O exemplo recente da Grécia paira sobre os demais países emergentes, avalia a economista. Desde 2010, a Grécia conduziu um forte ajuste na economia, cortando gastos públicos e elevando impostos, direcionando a maior parte das receitas do Estado para o pagamento dos juros de empréstimos feitos pelo banco central da União Europeia e pelo Fundo Monetário Internacional (FMI). Mesmo com todo o esforço, a economia grega não parou de cair, em todos os anos entre 2010 e 2014.
“Essas medidas de ajuste fiscal em geral assumem como pressuposto que um grande corte de gastos públicos vai melhorar os indicadores de dívida pública e, assim, a situação geral. A evidência grega mostra que, a depender do quanto você corta, o impacto que terá sobre a economia é de aprofundamento da recessão, o que piora ainda mais a arrecadação e, assim, dificulta ainda mais o esforço fiscal, levando a um quadro que se retroalimenta“, disse a economista.
Segundo Laura, as reformas na política econômica brasileira deveriam atingir também o regime de meta de inflação, que, tal qual o superávit primário, foi introduzido em 1999 e faz parte do “tripé macroeconômico”, que é completado com o câmbio flutuante.
O mercado financeiro estima que a inflação deve fechar o ano de 2015 com um avanço próximo a 9%, o maior em 12 anos.
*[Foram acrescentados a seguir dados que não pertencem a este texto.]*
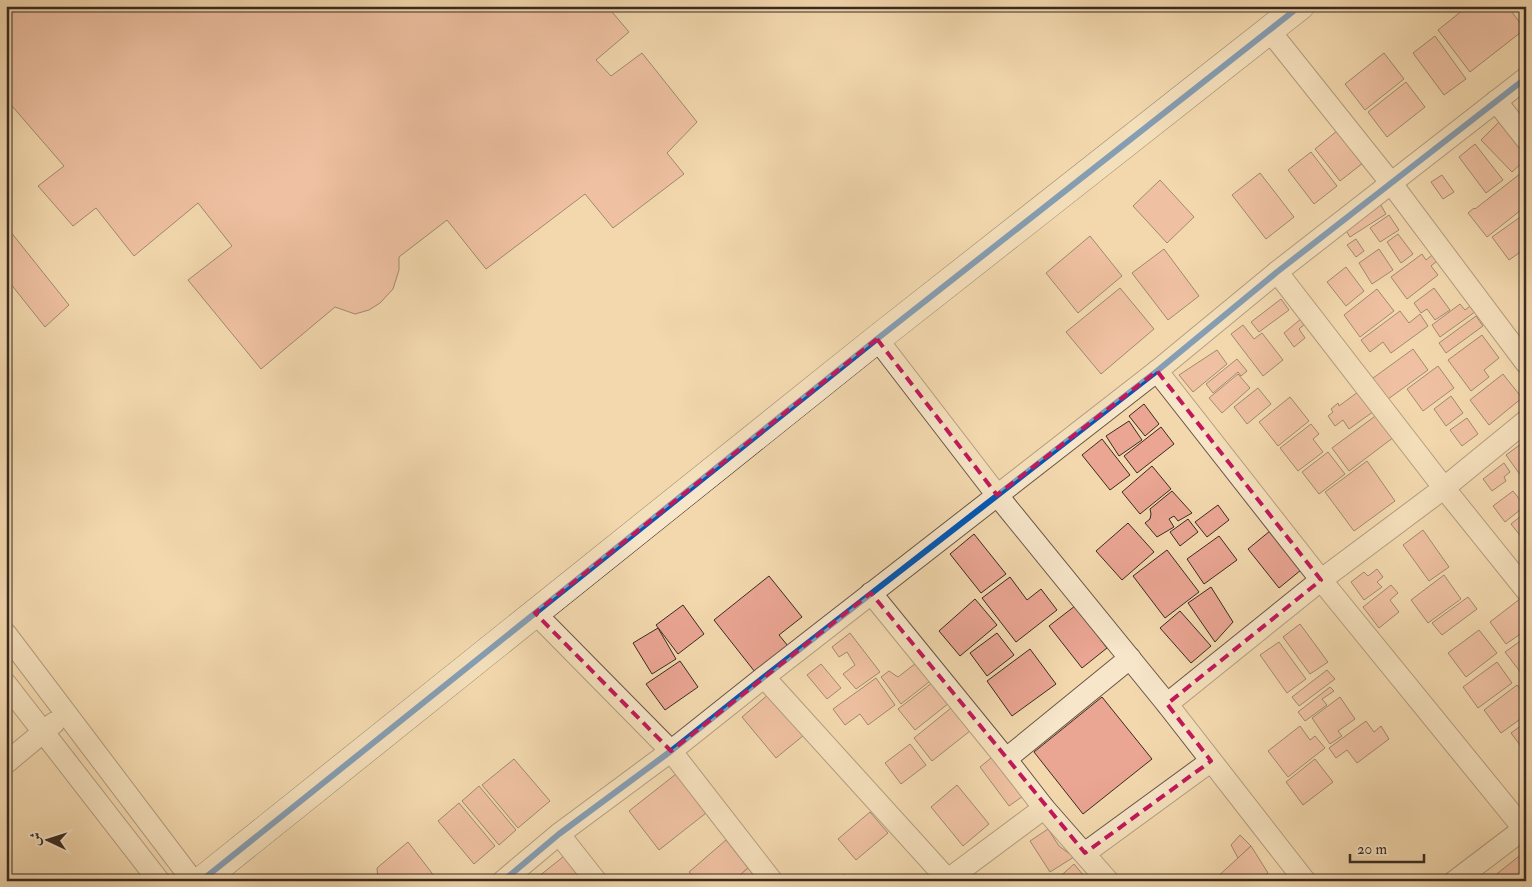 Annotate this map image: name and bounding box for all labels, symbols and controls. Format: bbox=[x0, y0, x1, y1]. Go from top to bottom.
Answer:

No esforço para reduzir a alta de preços, o Banco Central (BC) vem elevando a taxa básica de juros há quase dois anos. Hoje, a Selic, o juro básico, está em 13,75% ao ano e o mercado projeta novos aumentos. Para Laura Carvalho, no entanto, essa política do BC reforça o ajuste fiscal ao “inibir” os investimentos privados, sem ter efeito preciso sobre os preços.
“O próprio BC registra em seus relatórios e atas que a inflação está alta pela correção dos preços controlados e pelo efeito do câmbio. Com recessão, a demanda caiu. Então como que continua subindo juros para controlar aumento de preços que não estão reagindo a demanda?“, questiona.